Unlike gene mutations, epigenetic dysregulation can be reversed by selectively targeted treatment. Studies suggest that epigenetic dysregulation may contribute to drug-resistance in subpopulations of cells within the heterogeneous tumour population.97 Single-agent demethylation drugs such as azacytidine have been investigated for treating NSCLC solid tumours. A comparison of outcomes for 103 patients treated between 1972 and 1977 indicated that single epigenetic agents have limited efficacy in NSCLC, with an objective response rate of only 8%.98 A study of more than 200 NSCLC patients enrolled in a single epigenetic-agent trial produced disappointing initial findings.98 Given these initial findings for single epigenetic agents in treating solid tumours, researchers are investigating combination therapies on the basis that the ineffectiveness of single-agent epigenetic therapies may be due to complications associated with DNMT inhibitors at cytotoxic doses.99 The results of a phase I/II study of azacytidine and etinostat combination therapy in 45 heavily pre-treated advanced NSCLC patients indicate that combinations with low-dose epigenetic therapy may be beneficial for treating solid tumours.99 More combination clinical trials are needed to confirm the efficacy of epigenetic therapy, and such trials are in progress.100

Conclusion

In summary, DNA methylation and microRNA alterations are key epigenetic alteration features in asbestos-related lung cancers.

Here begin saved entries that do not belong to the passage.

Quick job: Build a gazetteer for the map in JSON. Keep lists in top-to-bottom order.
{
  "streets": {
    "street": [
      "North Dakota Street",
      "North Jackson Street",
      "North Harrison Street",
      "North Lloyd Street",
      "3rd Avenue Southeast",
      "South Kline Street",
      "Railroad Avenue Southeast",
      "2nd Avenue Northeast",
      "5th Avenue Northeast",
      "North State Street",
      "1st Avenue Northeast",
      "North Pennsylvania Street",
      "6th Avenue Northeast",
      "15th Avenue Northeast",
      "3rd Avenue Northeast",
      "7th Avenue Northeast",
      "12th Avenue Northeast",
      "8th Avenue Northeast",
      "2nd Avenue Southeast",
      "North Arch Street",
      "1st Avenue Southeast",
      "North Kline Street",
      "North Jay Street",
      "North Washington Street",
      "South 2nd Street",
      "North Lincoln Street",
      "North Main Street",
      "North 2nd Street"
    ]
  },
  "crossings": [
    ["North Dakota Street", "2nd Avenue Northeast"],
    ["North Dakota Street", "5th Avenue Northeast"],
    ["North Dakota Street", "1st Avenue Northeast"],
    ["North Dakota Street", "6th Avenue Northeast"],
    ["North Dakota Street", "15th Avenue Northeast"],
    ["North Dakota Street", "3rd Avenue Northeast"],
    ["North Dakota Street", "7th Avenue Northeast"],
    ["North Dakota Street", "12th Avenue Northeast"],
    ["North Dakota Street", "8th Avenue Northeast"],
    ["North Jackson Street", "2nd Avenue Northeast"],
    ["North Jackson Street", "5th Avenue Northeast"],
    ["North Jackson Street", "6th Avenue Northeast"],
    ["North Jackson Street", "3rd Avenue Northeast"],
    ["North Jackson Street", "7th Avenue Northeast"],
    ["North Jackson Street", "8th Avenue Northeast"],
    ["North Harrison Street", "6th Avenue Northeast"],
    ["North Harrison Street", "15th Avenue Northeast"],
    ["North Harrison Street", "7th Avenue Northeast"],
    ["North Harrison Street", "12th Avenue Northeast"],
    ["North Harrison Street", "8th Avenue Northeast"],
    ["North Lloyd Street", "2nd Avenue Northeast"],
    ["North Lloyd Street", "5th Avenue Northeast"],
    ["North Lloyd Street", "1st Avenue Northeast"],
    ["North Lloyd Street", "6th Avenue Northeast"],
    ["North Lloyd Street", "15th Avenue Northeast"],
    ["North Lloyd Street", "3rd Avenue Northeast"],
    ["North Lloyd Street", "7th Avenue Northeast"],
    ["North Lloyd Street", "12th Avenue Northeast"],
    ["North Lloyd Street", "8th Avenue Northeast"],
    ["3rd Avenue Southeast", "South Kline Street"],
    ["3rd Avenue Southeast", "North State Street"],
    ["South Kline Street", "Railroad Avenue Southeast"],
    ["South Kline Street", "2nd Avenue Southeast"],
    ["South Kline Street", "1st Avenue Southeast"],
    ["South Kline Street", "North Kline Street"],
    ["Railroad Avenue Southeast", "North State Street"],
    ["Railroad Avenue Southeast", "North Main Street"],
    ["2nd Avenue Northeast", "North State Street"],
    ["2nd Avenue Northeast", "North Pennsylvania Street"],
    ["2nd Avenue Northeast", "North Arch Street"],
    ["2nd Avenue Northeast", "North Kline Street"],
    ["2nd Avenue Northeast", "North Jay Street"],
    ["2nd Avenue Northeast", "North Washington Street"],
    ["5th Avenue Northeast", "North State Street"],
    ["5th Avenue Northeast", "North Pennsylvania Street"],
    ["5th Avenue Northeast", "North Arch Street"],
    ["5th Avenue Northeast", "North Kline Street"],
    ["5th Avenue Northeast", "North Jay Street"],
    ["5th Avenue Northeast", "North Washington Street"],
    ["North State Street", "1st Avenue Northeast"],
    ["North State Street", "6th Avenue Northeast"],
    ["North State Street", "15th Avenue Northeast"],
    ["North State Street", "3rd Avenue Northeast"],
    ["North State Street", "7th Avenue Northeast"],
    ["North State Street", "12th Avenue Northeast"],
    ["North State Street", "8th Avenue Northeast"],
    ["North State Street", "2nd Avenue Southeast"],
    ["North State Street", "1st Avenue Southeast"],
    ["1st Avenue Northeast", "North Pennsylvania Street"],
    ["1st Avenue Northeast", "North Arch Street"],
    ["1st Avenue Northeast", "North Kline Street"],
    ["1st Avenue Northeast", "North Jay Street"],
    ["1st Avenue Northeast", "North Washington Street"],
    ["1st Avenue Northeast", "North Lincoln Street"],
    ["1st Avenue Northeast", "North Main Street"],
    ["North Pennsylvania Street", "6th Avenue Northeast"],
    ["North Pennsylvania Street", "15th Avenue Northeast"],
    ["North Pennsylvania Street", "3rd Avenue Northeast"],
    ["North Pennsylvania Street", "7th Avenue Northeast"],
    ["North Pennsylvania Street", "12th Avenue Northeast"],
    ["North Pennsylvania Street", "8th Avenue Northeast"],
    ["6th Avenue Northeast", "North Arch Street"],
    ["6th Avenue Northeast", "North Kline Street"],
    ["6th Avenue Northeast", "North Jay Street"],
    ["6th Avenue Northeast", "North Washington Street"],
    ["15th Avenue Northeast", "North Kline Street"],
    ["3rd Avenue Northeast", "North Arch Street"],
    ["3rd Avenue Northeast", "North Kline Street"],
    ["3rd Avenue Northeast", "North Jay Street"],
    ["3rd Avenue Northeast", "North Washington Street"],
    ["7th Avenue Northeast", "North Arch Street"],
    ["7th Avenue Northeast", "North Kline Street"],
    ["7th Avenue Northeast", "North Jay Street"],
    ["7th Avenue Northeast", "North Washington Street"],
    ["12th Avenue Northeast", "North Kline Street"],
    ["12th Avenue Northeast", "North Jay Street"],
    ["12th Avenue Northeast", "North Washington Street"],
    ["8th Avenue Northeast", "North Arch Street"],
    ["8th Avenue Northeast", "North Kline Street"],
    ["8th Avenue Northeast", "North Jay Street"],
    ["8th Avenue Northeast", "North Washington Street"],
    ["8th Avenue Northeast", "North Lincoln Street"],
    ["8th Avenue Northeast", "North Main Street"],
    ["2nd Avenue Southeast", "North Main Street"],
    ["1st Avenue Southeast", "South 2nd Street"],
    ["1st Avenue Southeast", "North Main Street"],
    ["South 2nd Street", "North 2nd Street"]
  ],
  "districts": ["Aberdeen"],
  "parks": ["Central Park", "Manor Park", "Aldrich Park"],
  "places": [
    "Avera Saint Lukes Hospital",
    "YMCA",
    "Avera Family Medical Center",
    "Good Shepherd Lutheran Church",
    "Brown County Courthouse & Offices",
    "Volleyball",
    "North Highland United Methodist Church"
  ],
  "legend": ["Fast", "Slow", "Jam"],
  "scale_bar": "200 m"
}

There are a number of epigenetic biomarkers (CDKN2A, RARB2, RASSF1A, SOX17, TMEFF2 and MGMT) that are potentially useful for identifying asbestos-related lung cancers. However, further studies are needed to clarify the direct link between asbestos and these biomarkers. Development of new treatments is needed for better outcomes in asbestos-related lung cancers. Currently, despite their promise, no epigenetic therapies have been implemented clinically. Therefore, further characterisation and development in utilising epigenetic biomarkers for drug treatment discovery is warranted.